─── RECORDED DATA ───

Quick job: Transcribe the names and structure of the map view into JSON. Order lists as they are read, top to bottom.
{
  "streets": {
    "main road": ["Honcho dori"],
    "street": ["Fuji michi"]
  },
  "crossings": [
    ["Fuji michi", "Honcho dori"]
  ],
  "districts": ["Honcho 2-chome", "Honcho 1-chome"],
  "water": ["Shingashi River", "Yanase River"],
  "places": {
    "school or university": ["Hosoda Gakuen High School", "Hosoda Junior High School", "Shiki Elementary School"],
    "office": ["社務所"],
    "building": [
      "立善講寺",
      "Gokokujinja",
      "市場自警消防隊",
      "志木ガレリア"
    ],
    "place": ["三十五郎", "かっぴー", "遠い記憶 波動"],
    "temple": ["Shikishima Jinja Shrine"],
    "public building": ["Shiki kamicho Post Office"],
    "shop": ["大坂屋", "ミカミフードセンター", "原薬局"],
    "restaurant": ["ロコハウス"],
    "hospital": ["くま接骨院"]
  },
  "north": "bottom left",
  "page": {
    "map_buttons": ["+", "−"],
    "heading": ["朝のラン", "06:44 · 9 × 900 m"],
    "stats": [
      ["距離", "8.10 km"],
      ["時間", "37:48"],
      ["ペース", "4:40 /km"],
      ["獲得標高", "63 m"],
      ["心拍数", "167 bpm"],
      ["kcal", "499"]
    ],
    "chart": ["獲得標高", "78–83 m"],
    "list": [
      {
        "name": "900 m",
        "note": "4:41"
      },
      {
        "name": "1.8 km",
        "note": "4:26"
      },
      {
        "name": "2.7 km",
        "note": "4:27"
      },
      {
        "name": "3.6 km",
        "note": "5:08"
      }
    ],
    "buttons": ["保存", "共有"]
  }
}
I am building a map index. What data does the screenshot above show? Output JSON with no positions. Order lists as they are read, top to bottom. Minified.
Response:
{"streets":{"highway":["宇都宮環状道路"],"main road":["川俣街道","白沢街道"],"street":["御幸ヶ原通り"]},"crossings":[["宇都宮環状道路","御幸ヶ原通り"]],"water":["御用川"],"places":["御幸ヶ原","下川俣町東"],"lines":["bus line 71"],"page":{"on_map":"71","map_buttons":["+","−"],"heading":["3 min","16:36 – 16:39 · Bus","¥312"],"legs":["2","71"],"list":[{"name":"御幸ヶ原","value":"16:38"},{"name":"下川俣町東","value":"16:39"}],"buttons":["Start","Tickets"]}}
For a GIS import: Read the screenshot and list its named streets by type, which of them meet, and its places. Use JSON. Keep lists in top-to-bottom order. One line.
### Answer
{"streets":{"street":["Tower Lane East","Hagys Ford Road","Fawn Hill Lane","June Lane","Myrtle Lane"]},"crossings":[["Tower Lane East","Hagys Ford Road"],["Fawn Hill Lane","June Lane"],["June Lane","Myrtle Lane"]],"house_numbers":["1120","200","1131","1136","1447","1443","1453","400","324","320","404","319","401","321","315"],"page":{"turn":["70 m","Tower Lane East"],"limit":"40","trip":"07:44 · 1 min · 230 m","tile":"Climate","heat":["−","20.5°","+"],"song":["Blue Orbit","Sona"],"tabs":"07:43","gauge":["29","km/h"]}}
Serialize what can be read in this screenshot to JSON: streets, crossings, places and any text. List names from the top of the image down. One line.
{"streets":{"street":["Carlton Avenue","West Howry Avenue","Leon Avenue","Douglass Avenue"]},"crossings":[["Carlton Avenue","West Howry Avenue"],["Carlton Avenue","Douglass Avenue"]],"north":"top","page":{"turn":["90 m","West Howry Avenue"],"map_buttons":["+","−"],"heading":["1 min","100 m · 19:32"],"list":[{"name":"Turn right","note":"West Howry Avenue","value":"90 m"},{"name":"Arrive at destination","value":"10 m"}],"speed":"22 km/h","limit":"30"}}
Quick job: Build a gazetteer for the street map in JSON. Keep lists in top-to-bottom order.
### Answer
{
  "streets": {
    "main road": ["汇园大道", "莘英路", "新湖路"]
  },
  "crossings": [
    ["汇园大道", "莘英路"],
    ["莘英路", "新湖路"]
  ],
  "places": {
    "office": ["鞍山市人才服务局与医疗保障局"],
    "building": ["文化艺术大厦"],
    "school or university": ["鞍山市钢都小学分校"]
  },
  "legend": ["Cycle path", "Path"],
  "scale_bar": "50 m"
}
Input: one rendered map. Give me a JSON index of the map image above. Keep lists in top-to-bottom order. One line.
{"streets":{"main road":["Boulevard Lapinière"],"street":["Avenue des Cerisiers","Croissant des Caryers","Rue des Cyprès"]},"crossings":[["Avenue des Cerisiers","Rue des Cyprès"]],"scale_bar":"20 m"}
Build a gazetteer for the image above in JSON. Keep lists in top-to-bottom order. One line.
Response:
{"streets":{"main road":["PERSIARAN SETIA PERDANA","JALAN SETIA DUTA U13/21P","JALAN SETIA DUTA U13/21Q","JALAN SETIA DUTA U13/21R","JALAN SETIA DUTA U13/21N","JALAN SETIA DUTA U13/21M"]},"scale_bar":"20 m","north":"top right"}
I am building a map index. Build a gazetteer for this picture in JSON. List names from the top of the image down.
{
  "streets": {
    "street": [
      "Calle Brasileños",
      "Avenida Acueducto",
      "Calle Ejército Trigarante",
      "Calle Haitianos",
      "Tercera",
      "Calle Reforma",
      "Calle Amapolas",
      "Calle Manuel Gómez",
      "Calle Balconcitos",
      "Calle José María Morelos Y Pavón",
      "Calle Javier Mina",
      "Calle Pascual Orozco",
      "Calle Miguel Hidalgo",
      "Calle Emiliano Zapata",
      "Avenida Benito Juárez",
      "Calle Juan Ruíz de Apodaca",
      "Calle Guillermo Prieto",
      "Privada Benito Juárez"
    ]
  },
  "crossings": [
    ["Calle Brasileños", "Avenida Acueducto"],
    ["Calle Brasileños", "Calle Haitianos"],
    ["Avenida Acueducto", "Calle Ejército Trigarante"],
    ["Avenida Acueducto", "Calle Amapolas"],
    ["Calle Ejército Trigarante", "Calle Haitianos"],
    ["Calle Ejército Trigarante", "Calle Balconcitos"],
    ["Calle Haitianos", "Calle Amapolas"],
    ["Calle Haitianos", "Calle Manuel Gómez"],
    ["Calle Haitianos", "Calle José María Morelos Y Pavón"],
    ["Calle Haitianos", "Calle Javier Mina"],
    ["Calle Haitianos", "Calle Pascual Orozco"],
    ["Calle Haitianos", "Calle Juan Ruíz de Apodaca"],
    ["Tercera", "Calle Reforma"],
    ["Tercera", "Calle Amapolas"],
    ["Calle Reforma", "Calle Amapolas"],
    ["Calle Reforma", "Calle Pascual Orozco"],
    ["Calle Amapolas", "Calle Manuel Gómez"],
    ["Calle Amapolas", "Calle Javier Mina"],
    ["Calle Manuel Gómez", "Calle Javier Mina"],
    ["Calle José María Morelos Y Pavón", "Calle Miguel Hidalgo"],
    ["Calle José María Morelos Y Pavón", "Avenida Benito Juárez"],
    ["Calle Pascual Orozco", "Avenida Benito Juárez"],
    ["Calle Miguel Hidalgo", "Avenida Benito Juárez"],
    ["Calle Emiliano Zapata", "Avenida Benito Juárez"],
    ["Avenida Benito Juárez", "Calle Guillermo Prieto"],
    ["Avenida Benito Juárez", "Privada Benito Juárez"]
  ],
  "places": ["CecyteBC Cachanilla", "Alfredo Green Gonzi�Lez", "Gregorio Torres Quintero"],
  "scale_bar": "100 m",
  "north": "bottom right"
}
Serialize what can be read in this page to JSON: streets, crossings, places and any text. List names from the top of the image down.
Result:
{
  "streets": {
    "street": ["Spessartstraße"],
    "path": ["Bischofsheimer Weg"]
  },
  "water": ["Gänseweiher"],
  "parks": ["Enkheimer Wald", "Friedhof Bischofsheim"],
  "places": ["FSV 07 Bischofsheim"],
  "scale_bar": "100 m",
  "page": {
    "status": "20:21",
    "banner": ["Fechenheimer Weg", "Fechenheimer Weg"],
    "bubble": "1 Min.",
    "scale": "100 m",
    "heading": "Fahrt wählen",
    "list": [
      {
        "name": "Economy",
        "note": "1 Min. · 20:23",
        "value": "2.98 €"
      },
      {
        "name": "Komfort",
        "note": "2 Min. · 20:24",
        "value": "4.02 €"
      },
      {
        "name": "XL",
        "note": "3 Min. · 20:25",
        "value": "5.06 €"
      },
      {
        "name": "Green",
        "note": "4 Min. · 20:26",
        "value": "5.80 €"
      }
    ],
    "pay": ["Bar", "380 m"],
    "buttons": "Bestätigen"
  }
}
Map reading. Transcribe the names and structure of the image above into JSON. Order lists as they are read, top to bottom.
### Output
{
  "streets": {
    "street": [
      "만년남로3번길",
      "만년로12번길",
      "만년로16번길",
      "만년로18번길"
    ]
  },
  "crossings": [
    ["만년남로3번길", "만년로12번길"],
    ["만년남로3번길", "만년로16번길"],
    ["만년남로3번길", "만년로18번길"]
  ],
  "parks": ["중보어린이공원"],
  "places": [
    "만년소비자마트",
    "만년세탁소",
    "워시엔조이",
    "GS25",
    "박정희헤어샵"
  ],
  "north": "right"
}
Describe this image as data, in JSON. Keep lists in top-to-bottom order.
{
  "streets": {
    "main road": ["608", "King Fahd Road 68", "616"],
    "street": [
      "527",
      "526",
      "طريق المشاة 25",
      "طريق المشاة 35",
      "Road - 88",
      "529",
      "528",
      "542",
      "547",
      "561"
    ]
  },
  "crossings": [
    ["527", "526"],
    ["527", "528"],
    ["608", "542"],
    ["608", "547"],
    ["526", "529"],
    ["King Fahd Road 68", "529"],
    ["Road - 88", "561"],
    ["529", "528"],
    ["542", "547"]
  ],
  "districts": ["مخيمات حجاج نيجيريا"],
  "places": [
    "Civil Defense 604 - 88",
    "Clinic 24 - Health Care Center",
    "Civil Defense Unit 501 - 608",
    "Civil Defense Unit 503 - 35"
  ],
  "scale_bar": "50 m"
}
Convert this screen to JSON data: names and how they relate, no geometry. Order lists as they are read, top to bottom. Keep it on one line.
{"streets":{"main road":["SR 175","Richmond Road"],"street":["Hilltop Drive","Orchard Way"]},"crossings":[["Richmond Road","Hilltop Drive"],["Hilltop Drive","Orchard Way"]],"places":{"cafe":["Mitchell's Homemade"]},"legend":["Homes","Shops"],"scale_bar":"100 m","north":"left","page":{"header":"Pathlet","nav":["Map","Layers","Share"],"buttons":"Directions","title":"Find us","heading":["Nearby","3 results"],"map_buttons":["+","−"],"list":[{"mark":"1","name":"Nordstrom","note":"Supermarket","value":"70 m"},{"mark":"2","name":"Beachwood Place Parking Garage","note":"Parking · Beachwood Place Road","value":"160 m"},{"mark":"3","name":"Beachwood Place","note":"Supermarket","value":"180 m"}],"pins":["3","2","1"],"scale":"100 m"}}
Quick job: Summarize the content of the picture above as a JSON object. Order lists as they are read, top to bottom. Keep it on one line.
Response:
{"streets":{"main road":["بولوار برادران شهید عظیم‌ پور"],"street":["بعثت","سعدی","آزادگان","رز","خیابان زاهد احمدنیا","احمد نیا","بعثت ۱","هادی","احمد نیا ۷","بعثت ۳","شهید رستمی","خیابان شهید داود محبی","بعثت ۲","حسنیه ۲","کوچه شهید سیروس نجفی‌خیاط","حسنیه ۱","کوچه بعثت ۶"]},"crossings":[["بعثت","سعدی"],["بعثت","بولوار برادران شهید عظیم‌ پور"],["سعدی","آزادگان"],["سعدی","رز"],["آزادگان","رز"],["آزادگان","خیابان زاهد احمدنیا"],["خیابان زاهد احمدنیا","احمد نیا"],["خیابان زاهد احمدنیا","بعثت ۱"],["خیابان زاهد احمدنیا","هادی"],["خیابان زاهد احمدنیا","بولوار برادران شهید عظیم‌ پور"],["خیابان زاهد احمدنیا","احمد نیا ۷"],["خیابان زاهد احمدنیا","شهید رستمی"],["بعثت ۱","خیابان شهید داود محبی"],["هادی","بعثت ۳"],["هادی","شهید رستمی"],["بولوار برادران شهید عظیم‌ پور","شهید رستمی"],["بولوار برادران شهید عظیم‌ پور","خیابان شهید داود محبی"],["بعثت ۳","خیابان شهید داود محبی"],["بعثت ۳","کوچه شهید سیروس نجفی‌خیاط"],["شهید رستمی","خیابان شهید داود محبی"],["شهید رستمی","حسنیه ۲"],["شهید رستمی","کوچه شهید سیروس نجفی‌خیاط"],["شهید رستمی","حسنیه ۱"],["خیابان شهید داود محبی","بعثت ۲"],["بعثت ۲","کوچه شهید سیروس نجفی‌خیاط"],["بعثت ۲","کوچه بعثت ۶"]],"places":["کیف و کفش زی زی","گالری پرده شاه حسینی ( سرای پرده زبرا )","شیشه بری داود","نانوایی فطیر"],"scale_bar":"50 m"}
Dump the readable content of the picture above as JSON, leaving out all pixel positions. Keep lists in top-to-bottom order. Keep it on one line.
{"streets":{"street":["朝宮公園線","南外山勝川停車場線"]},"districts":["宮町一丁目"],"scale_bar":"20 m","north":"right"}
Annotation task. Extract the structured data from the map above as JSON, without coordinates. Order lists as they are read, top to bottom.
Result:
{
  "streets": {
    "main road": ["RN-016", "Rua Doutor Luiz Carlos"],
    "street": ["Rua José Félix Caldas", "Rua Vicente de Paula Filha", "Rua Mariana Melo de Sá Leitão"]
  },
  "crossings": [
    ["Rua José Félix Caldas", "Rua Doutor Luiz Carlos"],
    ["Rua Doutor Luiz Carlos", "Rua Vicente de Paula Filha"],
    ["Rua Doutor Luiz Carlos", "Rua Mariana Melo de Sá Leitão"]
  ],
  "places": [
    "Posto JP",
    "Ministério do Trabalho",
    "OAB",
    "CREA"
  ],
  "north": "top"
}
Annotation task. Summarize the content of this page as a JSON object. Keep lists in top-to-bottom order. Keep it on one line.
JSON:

───

▶ _WHAT TO DO_: Copy out, from the records above, every line that holds the string "task".

▶ _RESPONSE TO THIS EXERCISE_:
Annotation task. Extract the structured data from the map above as JSON, without coordinates. Order lists as they are read, top to bottom.
Annotation task. Summarize the content of this page as a JSON object. Keep lists in top-to-bottom order. Keep it on one line.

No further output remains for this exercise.